═══ LISTED RECORDS ═══
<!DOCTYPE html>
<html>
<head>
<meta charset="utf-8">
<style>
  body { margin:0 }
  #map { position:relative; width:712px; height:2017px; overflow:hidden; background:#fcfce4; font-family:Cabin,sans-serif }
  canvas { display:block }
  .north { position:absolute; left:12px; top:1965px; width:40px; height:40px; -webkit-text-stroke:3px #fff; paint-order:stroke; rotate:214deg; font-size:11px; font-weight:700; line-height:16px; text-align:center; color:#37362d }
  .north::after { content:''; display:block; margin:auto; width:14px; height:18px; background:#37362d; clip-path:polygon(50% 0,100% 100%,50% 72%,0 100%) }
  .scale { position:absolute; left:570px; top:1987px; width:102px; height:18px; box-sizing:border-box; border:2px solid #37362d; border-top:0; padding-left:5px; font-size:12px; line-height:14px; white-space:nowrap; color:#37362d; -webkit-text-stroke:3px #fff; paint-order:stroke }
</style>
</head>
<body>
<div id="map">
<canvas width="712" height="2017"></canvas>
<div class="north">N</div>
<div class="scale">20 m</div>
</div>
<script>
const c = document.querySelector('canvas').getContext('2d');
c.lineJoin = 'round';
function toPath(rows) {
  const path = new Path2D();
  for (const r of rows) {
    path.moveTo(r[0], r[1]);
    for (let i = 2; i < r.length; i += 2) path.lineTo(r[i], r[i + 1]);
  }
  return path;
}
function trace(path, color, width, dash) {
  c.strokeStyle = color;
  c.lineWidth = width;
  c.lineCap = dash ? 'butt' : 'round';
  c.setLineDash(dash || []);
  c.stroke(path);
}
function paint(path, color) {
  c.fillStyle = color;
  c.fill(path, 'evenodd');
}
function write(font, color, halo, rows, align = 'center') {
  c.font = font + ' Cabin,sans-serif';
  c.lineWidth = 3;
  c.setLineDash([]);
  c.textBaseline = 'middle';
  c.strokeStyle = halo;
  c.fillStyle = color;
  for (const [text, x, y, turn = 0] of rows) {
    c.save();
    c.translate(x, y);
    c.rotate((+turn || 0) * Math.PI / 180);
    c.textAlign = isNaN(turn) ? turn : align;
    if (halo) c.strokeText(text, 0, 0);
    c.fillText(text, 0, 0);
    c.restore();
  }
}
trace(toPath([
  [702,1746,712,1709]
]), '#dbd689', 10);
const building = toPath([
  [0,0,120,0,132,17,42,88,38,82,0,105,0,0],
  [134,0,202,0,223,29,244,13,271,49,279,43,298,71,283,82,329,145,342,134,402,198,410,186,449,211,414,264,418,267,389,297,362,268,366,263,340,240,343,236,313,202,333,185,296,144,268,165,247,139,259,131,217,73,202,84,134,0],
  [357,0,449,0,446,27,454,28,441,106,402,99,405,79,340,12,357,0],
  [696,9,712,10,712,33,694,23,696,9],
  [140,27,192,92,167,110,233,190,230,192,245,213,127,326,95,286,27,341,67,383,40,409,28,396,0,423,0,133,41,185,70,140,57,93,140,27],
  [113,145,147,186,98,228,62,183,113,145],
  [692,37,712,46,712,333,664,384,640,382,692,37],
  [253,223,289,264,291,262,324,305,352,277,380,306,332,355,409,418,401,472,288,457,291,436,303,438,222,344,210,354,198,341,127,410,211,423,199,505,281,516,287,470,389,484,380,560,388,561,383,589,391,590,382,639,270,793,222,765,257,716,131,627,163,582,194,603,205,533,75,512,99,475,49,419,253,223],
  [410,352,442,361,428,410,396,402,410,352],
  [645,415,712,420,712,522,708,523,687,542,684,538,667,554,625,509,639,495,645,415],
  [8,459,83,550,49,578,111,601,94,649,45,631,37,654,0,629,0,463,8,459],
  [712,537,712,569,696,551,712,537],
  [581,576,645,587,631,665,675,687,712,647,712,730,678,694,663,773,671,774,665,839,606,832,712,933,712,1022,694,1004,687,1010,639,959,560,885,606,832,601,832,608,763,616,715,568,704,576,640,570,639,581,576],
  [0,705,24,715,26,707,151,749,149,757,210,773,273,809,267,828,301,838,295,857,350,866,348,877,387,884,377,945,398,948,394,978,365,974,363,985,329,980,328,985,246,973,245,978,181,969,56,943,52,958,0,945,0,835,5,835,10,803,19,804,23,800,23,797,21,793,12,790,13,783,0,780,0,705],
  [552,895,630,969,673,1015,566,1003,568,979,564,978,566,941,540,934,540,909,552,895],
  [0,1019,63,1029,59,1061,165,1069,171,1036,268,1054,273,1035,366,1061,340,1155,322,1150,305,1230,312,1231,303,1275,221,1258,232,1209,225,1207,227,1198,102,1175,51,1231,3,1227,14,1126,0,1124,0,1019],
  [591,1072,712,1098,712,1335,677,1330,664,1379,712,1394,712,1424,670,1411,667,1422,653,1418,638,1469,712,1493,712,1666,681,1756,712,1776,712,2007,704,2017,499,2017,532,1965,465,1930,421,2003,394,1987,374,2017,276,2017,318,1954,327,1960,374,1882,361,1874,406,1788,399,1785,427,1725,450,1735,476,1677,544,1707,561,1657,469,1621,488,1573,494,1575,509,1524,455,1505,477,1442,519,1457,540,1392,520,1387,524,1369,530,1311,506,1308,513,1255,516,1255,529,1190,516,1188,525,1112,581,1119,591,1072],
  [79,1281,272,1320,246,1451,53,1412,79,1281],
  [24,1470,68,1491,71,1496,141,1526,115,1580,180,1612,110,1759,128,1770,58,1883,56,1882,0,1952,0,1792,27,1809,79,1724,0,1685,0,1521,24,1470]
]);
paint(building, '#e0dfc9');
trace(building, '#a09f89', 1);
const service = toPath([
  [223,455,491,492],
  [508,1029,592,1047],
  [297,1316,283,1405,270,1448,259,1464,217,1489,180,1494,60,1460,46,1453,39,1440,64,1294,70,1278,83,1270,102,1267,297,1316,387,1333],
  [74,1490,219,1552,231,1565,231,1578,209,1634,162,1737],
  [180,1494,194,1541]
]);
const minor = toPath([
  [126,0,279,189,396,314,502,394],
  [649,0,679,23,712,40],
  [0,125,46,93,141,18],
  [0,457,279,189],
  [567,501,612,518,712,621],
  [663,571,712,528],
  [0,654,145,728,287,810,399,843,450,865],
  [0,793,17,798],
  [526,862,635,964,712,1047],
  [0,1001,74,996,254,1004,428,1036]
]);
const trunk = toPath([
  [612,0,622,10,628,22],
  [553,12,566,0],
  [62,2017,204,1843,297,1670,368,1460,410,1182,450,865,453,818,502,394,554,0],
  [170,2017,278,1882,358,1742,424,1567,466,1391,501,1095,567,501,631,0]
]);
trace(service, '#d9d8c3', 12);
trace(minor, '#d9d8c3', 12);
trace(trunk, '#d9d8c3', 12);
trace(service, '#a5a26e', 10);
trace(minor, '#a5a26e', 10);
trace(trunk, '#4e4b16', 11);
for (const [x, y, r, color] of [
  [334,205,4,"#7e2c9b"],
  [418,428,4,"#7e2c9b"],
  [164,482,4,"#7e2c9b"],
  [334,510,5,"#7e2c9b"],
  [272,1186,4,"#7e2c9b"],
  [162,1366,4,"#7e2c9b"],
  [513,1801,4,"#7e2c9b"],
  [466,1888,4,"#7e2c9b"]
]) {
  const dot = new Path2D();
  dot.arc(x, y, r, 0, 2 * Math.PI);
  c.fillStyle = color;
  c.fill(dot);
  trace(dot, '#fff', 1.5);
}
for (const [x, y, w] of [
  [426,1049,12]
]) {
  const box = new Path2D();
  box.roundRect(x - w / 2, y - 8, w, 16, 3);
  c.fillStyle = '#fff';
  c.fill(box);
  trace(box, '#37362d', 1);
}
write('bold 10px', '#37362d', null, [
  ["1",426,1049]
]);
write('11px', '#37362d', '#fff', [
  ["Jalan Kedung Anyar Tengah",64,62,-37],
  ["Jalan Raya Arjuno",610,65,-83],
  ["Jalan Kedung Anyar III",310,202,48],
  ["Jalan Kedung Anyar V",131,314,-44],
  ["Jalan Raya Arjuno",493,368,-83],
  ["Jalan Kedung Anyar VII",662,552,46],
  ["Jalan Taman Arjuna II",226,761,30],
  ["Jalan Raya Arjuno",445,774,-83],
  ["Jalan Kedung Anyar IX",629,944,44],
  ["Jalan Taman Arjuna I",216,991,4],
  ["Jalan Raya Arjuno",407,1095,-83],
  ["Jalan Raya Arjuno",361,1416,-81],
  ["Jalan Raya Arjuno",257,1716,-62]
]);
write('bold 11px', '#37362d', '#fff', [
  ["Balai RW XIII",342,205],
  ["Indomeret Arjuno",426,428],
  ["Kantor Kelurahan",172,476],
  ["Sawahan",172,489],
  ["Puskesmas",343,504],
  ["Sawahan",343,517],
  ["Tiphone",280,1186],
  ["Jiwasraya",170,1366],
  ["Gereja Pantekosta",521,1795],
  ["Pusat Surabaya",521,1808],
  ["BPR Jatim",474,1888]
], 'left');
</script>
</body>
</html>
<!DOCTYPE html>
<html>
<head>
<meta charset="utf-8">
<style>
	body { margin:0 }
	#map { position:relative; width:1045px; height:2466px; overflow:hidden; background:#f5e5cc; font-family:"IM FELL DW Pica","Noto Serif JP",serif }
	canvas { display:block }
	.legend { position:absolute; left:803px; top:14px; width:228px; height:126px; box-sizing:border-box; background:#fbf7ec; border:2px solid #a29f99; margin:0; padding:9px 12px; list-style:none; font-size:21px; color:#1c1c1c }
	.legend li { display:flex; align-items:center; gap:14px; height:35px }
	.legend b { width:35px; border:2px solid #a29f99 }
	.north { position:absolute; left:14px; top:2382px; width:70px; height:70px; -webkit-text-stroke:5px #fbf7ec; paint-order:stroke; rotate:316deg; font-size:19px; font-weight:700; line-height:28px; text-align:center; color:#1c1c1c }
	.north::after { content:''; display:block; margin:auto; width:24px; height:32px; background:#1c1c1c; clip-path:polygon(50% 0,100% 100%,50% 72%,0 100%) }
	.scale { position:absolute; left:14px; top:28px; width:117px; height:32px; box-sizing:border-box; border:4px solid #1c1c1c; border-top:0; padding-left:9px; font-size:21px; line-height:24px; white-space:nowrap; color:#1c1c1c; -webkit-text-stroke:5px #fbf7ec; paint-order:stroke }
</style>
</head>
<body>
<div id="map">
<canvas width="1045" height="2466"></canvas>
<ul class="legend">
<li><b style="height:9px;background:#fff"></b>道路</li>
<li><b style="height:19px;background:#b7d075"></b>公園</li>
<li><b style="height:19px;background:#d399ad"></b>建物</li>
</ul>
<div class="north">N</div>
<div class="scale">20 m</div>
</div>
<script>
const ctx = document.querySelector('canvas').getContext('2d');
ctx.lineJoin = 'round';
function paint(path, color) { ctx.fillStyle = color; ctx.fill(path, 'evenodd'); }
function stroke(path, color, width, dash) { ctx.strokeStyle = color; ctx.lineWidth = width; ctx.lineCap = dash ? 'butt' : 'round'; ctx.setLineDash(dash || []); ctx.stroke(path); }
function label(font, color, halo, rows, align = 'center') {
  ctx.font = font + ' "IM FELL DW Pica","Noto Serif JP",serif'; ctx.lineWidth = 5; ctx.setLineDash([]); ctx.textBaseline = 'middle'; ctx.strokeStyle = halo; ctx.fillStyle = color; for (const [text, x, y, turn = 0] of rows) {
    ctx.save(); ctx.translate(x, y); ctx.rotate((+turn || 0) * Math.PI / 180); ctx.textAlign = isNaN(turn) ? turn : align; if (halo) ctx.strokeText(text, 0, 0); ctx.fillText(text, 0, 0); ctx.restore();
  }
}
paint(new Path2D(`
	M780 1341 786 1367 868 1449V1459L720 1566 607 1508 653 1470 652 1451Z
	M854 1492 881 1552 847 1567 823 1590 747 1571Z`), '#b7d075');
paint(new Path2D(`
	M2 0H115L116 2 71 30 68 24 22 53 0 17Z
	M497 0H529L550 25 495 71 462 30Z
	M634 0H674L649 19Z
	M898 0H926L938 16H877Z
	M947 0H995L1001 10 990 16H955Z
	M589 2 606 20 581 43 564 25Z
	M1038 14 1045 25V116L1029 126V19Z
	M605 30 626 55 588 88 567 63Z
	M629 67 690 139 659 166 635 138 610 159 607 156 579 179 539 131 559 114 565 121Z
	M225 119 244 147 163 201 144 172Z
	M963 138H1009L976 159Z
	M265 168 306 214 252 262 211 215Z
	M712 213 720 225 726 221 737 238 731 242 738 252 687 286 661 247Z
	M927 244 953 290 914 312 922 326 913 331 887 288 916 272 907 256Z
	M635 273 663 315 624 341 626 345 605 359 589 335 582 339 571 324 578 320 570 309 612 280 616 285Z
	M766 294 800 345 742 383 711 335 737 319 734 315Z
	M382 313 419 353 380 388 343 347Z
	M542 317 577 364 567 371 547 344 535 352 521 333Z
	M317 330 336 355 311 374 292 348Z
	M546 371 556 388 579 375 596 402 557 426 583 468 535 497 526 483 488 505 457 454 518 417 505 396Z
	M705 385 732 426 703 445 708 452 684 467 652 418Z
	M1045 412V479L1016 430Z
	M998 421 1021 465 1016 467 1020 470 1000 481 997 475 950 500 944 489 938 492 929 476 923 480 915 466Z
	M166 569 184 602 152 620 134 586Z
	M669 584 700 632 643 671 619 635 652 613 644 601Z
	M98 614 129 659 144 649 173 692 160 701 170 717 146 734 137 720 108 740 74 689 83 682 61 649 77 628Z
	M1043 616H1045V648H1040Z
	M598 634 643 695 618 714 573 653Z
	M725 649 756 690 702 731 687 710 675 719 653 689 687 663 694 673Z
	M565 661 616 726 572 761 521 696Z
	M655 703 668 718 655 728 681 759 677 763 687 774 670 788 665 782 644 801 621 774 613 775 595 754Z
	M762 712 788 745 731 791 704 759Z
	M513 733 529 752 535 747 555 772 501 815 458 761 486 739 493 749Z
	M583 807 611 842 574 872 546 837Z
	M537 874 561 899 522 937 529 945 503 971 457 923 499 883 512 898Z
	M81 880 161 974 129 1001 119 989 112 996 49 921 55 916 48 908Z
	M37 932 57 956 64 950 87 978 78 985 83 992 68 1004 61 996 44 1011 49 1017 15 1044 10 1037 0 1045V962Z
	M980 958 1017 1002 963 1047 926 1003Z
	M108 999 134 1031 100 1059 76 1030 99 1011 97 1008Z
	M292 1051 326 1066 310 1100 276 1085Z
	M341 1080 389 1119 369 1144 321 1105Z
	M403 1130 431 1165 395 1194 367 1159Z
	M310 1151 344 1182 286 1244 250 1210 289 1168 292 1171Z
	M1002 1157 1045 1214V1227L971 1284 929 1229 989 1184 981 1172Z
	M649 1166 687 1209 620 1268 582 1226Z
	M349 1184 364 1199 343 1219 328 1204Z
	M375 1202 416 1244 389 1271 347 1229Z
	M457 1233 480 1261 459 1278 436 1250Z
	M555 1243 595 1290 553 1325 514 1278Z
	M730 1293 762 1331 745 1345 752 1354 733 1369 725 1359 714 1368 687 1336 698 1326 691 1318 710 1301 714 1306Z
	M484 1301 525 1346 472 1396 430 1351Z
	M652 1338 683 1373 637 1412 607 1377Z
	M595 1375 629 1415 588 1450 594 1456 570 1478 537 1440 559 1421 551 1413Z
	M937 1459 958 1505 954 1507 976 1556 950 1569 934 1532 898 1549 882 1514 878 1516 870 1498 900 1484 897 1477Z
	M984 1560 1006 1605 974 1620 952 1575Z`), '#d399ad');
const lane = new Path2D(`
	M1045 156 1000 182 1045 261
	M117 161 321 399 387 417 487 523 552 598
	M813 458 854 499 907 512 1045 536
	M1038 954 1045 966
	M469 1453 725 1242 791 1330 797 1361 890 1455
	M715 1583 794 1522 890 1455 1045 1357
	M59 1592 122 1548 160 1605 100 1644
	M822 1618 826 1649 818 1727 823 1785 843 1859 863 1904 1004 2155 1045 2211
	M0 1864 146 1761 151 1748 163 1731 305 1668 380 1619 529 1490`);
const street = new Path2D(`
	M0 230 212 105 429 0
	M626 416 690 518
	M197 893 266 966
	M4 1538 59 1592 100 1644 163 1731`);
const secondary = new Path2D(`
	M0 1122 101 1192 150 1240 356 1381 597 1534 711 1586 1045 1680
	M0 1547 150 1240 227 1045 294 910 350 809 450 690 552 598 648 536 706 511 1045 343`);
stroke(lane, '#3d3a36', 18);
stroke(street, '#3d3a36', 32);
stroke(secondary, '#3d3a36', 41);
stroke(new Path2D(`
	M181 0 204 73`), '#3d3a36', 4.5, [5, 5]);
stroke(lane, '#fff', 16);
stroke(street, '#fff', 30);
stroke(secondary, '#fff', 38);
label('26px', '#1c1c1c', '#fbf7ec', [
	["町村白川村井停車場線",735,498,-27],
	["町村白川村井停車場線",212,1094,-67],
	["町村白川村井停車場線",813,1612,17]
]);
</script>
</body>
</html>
═══
#### [EXERCISE DESCRIPTION]
Copy out each line carrying the string "strokeText" from the data.

#### [RESPONSE AREA]
    if (halo) c.strokeText(text, 0, 0);
    ctx.save(); ctx.translate(x, y); ctx.rotate((+turn || 0) * Math.PI / 180); ctx.textAlign = isNaN(turn) ? turn : align; if (halo) ctx.strokeText(text, 0, 0); ctx.fillText(text, 0, 0); ctx.restore();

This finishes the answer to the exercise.